DATA TO PROCESS →
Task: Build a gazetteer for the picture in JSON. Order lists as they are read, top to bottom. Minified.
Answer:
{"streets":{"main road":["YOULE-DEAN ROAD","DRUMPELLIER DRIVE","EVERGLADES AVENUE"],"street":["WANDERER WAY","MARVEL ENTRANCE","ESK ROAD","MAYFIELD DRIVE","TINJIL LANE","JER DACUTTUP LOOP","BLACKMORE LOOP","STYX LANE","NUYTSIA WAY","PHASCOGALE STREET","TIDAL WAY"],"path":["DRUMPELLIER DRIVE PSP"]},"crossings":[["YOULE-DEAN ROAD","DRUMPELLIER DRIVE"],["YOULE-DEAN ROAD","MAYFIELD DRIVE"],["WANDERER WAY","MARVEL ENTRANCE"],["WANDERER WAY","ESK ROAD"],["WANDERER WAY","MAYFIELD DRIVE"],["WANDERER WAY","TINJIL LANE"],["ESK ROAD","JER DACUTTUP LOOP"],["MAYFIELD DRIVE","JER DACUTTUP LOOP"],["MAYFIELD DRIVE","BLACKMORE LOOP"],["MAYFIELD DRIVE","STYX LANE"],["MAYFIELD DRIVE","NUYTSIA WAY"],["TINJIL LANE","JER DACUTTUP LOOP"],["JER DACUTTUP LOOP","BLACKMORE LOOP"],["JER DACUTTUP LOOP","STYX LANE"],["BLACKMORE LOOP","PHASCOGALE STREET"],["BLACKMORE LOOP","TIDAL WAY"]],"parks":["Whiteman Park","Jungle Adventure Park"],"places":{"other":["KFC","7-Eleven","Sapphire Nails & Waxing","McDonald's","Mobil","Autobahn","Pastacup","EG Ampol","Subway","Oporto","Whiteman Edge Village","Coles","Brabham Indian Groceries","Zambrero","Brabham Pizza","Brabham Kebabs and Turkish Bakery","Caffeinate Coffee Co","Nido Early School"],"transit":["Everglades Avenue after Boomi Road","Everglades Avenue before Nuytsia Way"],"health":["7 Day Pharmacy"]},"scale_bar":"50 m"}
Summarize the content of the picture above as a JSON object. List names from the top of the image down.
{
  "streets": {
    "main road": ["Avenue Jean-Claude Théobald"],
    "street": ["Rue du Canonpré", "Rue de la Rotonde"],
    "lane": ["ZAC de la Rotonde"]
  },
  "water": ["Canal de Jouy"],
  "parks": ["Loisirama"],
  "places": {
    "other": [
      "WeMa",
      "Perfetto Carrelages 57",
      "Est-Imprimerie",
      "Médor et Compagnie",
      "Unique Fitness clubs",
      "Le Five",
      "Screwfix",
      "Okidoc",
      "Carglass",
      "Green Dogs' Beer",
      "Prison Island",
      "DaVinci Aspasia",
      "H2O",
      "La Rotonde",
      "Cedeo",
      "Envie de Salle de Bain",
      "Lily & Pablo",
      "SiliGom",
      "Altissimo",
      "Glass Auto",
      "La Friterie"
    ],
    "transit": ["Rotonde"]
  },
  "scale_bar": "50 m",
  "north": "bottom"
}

ASSIGNMENT →
Give back, unchanged, every line from the one with "Summarize the content" to the end of the entries above.

EXERCISE RESPONSE →
Summarize the content of the picture above as a JSON object. List names from the top of the image down.
{
  "streets": {
    "main road": ["Avenue Jean-Claude Théobald"],
    "street": ["Rue du Canonpré", "Rue de la Rotonde"],
    "lane": ["ZAC de la Rotonde"]
  },
  "water": ["Canal de Jouy"],
  "parks": ["Loisirama"],
  "places": {
    "other": [
      "WeMa",
      "Perfetto Carrelages 57",
      "Est-Imprimerie",
      "Médor et Compagnie",
      "Unique Fitness clubs",
      "Le Five",
      "Screwfix",
      "Okidoc",
      "Carglass",
      "Green Dogs' Beer",
      "Prison Island",
      "DaVinci Aspasia",
      "H2O",
      "La Rotonde",
      "Cedeo",
      "Envie de Salle de Bain",
      "Lily & Pablo",
      "SiliGom",
      "Altissimo",
      "Glass Auto",
      "La Friterie"
    ],
    "transit": ["Rotonde"]
  },
  "scale_bar": "50 m",
  "north": "bottom"
}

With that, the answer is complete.